Yu Helong, Wang Chenxi, Xue Mingxuan
College of Information Technology, Jilin Agricultural University, Changchun, China.
Front Plant Sci. 2024 Jun 25;15:1368847. doi: 10.3389/fpls.2024.1368847. eCollection 2024.
The diversity of edible fungus species and the extent of mycological knowledge pose significant challenges to the research, cultivation, and popularization of edible fungus. To tackle this challenge, there is an urgent need for a rapid and accurate method of acquiring relevant information. The emergence of question and answer (Q&A) systems has the potential to solve this problem. Named entity recognition (NER) provides the basis for building an intelligent Q&A system for edible fungus. In the field of edible fungus, there is a lack of a publicly available Chinese corpus suitable for use in NER, and conventional methods struggle to capture long-distance dependencies in the NER process.
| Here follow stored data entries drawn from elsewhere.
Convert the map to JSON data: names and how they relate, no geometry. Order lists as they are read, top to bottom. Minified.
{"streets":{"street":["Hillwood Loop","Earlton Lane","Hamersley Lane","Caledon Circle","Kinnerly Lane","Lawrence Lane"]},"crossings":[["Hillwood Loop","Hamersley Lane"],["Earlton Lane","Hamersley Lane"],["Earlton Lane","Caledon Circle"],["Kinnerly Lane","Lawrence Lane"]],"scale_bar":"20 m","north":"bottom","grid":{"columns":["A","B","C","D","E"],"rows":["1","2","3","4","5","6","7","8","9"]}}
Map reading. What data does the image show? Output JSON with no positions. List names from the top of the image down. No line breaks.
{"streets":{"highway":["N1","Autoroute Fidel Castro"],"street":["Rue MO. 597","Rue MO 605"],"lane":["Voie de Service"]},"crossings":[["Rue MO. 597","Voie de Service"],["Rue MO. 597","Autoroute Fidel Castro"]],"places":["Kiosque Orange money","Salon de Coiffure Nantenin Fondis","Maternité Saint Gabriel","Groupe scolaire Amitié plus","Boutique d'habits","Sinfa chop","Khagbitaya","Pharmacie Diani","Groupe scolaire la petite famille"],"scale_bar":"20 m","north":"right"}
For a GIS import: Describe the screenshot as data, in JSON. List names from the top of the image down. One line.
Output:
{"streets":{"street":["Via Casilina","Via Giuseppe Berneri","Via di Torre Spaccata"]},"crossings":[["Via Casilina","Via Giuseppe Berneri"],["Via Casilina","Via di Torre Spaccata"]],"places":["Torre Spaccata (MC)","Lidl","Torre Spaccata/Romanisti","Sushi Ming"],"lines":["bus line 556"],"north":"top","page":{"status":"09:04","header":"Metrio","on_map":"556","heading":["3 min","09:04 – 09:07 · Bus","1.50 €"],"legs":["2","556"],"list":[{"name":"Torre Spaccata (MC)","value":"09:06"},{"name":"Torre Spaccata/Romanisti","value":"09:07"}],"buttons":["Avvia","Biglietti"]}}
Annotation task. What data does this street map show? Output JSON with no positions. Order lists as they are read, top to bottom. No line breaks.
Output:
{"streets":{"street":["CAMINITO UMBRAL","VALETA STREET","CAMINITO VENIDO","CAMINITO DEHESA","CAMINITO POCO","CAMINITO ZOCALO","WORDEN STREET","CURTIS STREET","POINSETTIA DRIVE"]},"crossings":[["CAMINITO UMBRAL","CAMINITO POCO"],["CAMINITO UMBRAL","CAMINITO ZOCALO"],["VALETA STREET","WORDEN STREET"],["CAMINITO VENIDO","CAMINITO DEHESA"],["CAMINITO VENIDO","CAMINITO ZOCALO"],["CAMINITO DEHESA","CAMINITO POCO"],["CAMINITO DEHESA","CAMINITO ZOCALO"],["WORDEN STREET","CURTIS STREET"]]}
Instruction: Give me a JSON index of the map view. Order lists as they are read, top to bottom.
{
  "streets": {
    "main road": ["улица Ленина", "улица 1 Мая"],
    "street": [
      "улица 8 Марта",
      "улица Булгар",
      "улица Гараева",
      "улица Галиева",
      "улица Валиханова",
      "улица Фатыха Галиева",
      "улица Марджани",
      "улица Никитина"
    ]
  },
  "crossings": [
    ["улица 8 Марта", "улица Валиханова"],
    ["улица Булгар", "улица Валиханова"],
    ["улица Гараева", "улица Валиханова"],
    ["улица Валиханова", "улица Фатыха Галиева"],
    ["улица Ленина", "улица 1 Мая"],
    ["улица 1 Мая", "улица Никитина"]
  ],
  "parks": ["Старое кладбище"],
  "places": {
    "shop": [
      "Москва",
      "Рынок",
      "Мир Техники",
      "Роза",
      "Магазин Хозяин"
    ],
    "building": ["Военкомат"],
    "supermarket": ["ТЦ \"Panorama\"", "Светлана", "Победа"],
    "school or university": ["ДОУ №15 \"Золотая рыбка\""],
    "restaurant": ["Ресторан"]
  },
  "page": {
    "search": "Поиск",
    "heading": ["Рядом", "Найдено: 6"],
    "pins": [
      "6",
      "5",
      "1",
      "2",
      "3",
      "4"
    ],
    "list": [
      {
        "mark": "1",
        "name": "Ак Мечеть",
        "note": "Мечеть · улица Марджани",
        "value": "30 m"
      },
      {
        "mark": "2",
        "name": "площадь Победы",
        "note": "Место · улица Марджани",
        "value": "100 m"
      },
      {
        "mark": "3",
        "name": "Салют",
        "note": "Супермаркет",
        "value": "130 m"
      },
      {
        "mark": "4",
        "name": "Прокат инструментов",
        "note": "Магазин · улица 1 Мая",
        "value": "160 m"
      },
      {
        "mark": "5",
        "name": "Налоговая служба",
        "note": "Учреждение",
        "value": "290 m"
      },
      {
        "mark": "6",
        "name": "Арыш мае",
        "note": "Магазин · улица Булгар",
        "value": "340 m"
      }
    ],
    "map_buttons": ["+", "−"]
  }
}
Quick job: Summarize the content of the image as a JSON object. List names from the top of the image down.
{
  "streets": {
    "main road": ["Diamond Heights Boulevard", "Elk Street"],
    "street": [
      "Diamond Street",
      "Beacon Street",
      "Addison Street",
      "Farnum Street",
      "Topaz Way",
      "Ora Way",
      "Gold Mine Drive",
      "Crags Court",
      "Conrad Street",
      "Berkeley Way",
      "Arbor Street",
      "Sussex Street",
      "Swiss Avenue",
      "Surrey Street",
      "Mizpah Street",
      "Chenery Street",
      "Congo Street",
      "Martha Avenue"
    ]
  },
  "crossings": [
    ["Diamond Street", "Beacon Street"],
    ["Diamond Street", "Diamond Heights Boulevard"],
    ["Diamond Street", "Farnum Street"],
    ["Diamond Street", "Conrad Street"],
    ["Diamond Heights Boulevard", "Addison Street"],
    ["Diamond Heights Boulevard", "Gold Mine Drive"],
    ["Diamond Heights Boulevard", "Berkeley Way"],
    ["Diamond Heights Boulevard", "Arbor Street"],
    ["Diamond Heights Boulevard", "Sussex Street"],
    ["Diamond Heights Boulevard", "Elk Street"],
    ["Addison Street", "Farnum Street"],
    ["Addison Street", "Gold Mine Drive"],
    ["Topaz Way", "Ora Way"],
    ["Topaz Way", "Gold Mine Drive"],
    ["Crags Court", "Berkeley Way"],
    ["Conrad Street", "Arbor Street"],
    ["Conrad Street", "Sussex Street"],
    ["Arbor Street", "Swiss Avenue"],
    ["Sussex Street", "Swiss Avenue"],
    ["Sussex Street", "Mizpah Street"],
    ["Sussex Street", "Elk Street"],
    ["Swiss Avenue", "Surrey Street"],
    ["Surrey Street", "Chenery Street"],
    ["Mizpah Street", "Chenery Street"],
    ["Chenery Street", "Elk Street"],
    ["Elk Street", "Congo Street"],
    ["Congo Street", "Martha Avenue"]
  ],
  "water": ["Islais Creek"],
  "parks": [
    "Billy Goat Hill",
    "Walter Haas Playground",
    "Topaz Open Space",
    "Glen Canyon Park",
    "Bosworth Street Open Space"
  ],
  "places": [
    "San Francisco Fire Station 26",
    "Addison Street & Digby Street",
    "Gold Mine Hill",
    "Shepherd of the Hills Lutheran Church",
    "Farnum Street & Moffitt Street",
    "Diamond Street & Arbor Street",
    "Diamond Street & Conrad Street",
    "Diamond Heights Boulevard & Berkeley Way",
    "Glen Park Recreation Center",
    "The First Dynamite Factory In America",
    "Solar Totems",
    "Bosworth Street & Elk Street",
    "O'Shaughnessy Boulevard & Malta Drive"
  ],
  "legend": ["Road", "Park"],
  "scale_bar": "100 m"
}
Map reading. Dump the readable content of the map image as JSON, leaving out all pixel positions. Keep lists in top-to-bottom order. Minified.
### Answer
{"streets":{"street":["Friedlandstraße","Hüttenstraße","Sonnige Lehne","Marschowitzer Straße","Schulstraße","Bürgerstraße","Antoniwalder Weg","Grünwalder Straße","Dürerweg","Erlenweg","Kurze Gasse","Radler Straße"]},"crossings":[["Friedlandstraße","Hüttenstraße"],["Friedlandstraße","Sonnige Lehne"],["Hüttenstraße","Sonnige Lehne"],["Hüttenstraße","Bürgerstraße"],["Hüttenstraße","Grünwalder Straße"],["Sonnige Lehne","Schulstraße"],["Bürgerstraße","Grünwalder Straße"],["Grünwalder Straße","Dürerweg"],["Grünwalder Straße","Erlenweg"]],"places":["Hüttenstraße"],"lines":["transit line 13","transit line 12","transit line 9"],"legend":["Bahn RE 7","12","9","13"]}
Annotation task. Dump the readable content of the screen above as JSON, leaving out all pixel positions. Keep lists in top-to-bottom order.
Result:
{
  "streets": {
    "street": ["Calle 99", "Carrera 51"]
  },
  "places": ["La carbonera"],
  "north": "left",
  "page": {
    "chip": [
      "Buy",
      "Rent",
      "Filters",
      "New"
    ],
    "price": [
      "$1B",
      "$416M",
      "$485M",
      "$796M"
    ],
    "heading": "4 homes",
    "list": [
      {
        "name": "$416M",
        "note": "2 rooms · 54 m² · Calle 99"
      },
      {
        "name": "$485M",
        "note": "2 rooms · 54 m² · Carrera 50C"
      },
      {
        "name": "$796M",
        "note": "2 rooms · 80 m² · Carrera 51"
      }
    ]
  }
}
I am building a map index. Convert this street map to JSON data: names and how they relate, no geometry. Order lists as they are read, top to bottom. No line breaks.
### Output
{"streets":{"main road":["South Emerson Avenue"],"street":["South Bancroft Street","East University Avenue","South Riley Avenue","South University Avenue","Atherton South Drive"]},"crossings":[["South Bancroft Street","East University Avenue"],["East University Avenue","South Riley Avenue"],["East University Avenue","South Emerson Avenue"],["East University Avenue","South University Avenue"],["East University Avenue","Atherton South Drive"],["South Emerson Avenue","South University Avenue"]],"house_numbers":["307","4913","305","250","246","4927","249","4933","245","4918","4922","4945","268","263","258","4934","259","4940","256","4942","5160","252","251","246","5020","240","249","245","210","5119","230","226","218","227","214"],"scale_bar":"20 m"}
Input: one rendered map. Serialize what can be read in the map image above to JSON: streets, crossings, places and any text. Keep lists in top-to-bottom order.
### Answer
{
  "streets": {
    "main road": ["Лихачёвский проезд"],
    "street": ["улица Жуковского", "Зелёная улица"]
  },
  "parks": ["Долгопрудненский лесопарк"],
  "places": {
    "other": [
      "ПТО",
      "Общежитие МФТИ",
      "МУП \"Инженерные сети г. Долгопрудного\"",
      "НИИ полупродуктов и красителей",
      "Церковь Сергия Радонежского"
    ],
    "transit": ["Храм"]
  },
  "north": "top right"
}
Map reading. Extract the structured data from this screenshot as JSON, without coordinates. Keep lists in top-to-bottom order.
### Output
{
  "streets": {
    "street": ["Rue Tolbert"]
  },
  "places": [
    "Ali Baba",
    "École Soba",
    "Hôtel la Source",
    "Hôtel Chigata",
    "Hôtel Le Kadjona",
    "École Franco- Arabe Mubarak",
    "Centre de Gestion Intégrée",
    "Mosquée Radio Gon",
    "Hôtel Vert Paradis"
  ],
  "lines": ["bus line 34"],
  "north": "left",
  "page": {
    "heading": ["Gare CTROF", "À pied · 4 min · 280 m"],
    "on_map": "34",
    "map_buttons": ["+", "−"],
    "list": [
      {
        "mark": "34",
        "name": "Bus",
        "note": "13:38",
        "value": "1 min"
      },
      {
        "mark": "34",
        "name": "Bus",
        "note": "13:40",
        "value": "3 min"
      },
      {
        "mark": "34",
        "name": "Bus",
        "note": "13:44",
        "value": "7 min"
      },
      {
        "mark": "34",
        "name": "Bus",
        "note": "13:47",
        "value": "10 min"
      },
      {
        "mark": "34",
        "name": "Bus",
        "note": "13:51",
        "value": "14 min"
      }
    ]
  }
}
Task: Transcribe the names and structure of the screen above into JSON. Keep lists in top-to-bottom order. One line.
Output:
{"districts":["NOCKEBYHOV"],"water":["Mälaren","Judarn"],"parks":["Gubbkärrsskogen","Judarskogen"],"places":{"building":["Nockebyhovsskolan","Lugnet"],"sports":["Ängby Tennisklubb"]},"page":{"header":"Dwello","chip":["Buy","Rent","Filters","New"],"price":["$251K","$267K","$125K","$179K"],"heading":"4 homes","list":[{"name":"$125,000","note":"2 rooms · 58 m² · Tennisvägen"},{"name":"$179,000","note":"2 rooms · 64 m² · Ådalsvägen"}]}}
This paper describes the establishment of a Chinese corpus in the field of edible fungus and introduces an NER method for edible fungus information based on XLNet and conditional random fields (CRFs). Our approach combines an iterated dilated convolutional neural network (IDCNN) with a CRF. First, leveraging the XLNet model as the foundation, an IDCNN layer is introduced. This layer addresses the limited capacity to capture features across utterances by extending the receptive field of the convolutional kernel. The output of the IDCNN layer is input to the CRF layer, which mitigates any labeling logic errors, resulting in the globally optimal labels for the NER task relating to edible fungus.
Experimental results show that the precision achieved by the proposed model reaches 0.971, with a recall of 0.986 and an F1-score of 0.979.
The proposed model outperforms existing approaches in terms of these evaluation metrics, effectively recognizing entities related to edible fungus information and offering methodological support for the construction of knowledge graphs.
食用菌种类的多样性以及真菌学知识的广度给食用菌的研究、栽培和推广带来了重大挑战。为应对这一挑战,迫切需要一种快速准确获取相关信息的方法。问答(Q&A)系统的出现有潜力解决这个问题。命名实体识别(NER)为构建食用菌智能问答系统提供了基础。在食用菌领域,缺乏适用于NER的公开可用中文语料库,并且传统方法在NER过程中难以捕捉长距离依赖关系。
本文描述了食用菌领域中文语料库的建立,并介绍了一种基于XLNet和条件随机场(CRF)的食用菌信息NER方法。我们的方法将迭代扩张卷积神经网络(IDCNN)与CRF相结合。首先,以XLNet模型为基础,引入IDCNN层。该层通过扩展卷积核的感受野来解决跨语句捕捉特征能力有限的问题。IDCNN层的输出输入到CRF层,该层减轻了任何标注逻辑错误,从而得到与食用菌相关的NER任务的全局最优标注。
实验结果表明,所提出模型的精确率达到0.971,召回率为0.986,F1分数为0.979。
在所提出的模型在这些评估指标方面优于现有方法,有效地识别了与食用菌信息相关的实体,并为知识图谱的构建提供了方法支持。